Making Step Libraries Thread Safe

Brief Progess Report

I have been working on making the Step Libraries thread safe as a part of Google Summer of Code program. The libraries which I have targeted are (in the following order)

  • cllazyfile
  • clstepcore
  • cleditor
  • cldai

I am done with making cllazyfile thread safe. I also have covered around 6K lines of codes of clstepcore library.

Considering the fact cllazyfile, cleditor & cldai all contain on avg \~3K lines of code and clstepcore contains \~17K lines of code. It can be safely said that I am 35% done with the thread safe objective. Its clear that I am lagging behind (ideally it should have been around 50%), but my progress is not disappointing either.

Work Done

Most work uptill now has been done by using a (Test-Driven Development) TDD approach. Under this approach I create a test first and in it invoke the features I wish to make thread-safe. Sometimes the classes / functions are very small or the change require to make them thread-safe is trivial. In such cases to save time I don't follow the TDD approach and I directly jump to the development part.

Testing Methodology

Each of my unit test checks multiple features of a class for thread-safety. For a particular feature, the unit test typically consist of 3 parts.

  1. An instance of the class is created. The feature/s (same or different) to be checked are called twice in serial manner.
  2. Another instance of the class is created. This time the feature/s (same or different) to be checked are called in parallel by different threads, with the same load as in step 1. The load is kept-heavy so that the operations by the two threads overlap in time domain.
  3. Both instances are compared for any disparity. Harmless differences like order of occurrence, of various entities inside the data structures, are ignored. For checking the internal data structures, already available public API's are used. However wherever needed new API's have also been created for this purpose.

The step 2 & 3 are repeated multiple times. If a disparity is found it is immediately reported and the check fails.

Development Methodology

The features which were targeted were the public APIs. e.g. For cllazyfile library the functions of the class lazyInstMgr were targeted as it was the only class which was meant to be visible to the user of that library. The code changes can be roughly divided into 2 parts.

Pre-Processing

This part mainly consist of code refactoring. These changes by themselves do not make the code thread safe, however they make the job of making code thread safe much easier. No mutex (or equivalent) is invoked in this part. Couple of examples where I needed preprocessing are:

  • gennodelist and gennode classes: This link-list structure was difficult to make thread-safe in its original form. This was because an operation on one node could change the state of another node. The classes were modified so that a node could modify state of another node only through its parent list.
  • ExpDict.h/.cc/.inline.cc files: These contain multiple classes which were similar and not thread-safe. Hence another class was created which would contain all the features and act as superclass. Now only this new superclass was needed to be made thread safe. Lot of duplicated code was removed this way.
Thread-Safety

A feature could be thread-unsafe due to the following reasons.

  1. It does file I/O.
  2. It modifies the state of a thread-unsafe data structure / counter.
  3. It modifies the state of multiple data structures / counters which should be consistent at all time.
  4. It provides a reference to a read unsafe data structure to the user.

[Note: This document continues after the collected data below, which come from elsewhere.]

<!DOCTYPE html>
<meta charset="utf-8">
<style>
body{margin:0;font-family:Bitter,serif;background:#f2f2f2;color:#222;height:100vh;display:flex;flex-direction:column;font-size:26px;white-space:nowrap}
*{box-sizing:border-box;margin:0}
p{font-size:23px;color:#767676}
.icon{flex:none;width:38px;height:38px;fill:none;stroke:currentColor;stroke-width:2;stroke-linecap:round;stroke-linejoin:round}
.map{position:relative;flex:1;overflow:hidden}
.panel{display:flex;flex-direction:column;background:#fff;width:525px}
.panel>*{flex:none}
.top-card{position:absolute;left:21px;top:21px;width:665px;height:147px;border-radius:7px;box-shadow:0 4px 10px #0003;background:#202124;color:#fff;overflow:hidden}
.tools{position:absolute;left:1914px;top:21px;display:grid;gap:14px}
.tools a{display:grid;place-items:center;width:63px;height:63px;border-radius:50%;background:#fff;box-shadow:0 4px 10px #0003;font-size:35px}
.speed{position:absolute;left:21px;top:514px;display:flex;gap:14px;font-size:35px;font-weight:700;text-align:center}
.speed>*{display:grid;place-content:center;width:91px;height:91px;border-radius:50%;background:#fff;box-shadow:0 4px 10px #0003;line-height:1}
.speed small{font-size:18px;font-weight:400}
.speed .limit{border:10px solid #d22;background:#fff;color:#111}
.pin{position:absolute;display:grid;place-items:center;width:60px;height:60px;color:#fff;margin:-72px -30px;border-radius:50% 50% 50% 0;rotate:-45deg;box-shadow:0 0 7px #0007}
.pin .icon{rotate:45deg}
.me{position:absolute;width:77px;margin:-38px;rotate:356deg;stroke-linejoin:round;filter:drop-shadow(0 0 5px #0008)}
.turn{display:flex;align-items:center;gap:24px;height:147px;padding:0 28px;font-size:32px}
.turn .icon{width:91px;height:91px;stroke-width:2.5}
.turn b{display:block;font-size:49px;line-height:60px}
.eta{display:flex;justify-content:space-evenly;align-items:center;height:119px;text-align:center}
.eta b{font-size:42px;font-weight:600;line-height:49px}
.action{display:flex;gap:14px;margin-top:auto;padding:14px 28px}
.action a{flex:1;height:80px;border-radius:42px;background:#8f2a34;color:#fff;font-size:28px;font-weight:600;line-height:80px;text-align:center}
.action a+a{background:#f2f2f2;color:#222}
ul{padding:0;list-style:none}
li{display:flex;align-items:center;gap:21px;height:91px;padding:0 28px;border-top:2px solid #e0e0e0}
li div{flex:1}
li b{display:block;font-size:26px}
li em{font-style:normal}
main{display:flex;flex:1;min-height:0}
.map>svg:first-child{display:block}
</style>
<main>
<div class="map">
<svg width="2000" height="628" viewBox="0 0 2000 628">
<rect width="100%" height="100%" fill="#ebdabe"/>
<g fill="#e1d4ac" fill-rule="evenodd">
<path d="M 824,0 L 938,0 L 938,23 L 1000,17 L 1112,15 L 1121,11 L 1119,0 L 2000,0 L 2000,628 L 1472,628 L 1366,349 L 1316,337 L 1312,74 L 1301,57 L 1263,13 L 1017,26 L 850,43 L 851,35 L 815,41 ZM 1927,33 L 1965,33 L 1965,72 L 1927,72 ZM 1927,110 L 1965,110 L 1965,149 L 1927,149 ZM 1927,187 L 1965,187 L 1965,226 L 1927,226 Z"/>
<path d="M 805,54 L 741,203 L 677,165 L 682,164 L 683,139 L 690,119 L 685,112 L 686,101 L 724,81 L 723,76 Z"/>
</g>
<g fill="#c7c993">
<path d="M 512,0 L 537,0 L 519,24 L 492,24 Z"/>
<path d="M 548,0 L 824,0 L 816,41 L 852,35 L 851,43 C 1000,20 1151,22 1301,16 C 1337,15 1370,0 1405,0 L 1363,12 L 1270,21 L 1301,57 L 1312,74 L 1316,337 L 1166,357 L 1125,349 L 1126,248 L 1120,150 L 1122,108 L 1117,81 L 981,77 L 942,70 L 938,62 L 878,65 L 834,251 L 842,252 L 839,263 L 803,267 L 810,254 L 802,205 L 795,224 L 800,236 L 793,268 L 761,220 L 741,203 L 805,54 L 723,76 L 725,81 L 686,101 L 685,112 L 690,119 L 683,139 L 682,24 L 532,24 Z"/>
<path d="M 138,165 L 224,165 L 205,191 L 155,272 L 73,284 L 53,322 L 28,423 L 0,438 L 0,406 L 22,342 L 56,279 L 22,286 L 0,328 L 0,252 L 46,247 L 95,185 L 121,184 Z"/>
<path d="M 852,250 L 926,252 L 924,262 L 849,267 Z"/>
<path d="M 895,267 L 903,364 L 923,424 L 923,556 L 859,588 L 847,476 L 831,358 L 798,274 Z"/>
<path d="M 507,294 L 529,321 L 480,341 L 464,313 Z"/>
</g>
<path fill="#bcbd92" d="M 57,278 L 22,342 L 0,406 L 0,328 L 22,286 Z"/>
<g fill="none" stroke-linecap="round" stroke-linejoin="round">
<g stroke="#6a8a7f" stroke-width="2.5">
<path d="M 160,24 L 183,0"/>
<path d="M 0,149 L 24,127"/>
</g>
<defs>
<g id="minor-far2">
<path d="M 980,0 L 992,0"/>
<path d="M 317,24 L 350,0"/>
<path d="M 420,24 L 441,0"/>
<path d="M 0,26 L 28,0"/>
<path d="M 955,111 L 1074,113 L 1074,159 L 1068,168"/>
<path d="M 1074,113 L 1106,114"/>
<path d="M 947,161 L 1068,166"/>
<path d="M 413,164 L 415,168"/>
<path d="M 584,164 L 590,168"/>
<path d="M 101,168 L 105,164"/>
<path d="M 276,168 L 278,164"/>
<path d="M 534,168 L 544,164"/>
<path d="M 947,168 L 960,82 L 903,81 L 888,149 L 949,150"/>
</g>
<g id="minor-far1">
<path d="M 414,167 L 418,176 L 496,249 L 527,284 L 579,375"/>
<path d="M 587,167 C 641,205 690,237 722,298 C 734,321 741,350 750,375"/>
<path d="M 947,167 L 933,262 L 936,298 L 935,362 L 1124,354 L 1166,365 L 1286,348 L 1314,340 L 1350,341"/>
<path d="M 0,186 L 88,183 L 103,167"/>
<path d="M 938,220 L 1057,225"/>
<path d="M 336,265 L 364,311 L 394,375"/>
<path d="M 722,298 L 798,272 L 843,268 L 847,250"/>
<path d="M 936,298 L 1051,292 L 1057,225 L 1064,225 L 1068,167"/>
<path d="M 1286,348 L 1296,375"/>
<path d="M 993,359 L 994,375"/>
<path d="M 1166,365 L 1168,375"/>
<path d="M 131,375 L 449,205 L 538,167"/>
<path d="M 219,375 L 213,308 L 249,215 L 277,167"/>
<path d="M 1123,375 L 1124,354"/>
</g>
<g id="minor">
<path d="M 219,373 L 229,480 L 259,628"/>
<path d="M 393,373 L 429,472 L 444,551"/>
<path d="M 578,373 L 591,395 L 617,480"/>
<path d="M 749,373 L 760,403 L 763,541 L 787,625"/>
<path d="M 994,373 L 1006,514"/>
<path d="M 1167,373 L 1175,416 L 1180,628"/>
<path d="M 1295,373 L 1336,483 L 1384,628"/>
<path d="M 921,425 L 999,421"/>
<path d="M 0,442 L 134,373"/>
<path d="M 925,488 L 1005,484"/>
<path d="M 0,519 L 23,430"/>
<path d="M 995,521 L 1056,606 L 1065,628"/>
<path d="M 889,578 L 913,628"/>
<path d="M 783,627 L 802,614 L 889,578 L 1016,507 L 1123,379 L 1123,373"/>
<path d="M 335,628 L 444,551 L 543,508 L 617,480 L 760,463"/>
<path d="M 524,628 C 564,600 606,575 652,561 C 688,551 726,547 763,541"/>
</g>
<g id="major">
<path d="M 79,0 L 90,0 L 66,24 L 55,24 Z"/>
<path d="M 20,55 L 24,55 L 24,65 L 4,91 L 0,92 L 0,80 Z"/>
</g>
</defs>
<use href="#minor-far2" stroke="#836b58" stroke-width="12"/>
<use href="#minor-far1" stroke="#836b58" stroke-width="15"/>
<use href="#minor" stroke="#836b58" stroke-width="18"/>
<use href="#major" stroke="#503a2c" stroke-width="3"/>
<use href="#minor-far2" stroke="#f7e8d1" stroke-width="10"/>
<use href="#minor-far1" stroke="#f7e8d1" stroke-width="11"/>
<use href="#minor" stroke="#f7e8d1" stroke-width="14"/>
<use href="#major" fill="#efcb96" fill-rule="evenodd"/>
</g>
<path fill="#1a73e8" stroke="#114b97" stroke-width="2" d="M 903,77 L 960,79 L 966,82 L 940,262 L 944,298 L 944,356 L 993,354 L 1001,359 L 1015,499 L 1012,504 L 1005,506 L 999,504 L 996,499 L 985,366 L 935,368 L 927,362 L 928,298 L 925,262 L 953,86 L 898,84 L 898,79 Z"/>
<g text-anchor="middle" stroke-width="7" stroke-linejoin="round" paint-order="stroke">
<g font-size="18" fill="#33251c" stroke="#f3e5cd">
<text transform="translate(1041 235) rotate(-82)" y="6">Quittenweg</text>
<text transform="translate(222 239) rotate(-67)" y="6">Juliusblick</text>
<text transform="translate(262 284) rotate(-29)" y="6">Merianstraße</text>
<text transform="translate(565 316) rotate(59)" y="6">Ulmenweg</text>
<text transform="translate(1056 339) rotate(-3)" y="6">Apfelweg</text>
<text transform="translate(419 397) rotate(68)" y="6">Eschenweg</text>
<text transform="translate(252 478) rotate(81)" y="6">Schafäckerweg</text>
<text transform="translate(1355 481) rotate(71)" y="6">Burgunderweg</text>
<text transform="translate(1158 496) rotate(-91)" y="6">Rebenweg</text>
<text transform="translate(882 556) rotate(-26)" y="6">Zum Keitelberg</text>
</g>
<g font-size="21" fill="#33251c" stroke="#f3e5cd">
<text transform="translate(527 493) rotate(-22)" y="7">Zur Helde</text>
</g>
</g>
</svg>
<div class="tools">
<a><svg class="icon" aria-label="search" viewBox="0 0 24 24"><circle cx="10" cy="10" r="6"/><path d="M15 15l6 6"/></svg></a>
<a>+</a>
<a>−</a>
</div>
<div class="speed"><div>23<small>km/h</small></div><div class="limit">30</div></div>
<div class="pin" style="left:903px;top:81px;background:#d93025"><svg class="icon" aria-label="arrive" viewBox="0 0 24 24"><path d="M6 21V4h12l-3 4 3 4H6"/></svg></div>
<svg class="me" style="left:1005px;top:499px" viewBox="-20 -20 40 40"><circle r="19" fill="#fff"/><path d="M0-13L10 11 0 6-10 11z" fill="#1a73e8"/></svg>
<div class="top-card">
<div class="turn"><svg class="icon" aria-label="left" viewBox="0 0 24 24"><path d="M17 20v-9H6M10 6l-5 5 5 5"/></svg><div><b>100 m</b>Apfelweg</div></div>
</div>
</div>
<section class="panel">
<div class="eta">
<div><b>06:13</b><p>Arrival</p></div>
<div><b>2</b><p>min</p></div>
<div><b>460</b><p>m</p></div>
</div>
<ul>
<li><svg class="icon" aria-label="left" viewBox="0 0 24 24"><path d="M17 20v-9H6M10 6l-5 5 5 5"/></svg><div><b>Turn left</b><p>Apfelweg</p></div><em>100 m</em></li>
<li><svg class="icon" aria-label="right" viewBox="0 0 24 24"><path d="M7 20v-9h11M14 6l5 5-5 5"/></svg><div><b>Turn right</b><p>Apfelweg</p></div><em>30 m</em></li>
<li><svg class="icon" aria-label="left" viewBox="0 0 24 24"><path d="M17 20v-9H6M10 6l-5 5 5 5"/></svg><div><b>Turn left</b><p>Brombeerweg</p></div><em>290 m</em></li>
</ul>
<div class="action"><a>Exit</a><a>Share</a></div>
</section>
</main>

For 1. & 3. the only way out was using fat lock. For 2. I had an option of using a fat-lock or making the structure itself thread safe. I chose the latter in cases where many classes were taking dependency on the same data-structure. Structures described in 4. were found in cllazyfile library. Whenever such a feature was invoked, clones of that data structure were made.

For locking either a std::mutex or a std::recursive_mutex was used. The changes also included invoking the HAVE_STD_THREADS macro in the cmake files.

The Grey Area

I started this project with literally no knowledge of cmake files. But in-order to compile my changes I had to modify some of the existing cmake files. Unlike my C++ coding, I am not very confident about these modifications. They should be looked into carefully in future before merging the branches.

Amount of Coding Done

I regularly commit my code to hj/thread-safety branch in the github repository. One can see my changes here. In short I have modified / added 43 files, done 1949 additions and 622 deletions. About 1100 of the additions are due to new unit tests. To see my daily logs do visit logs.

The Other Works

Apart from participating in GSOC this year I am also doing the following work.

  • M-Tech Project: I also started M.Tech Project this summer. I am continuing the work started by a senior. In order to prevent my work from getting monotonous I switch back and forth between my M.Tech Project and GSOC Project (giving 85% of the time to the latter). I will have a kick-off meeting on July, 3rd with the company which is funding my project.
  • TA'ship: Since I was staying in the college for summers, I opted for being a TA in one of the summer courses. Its a nice experience. However the TAship duties demand 4-5 hrs of my working time on Wednesdays. The summer course will end by July, 10.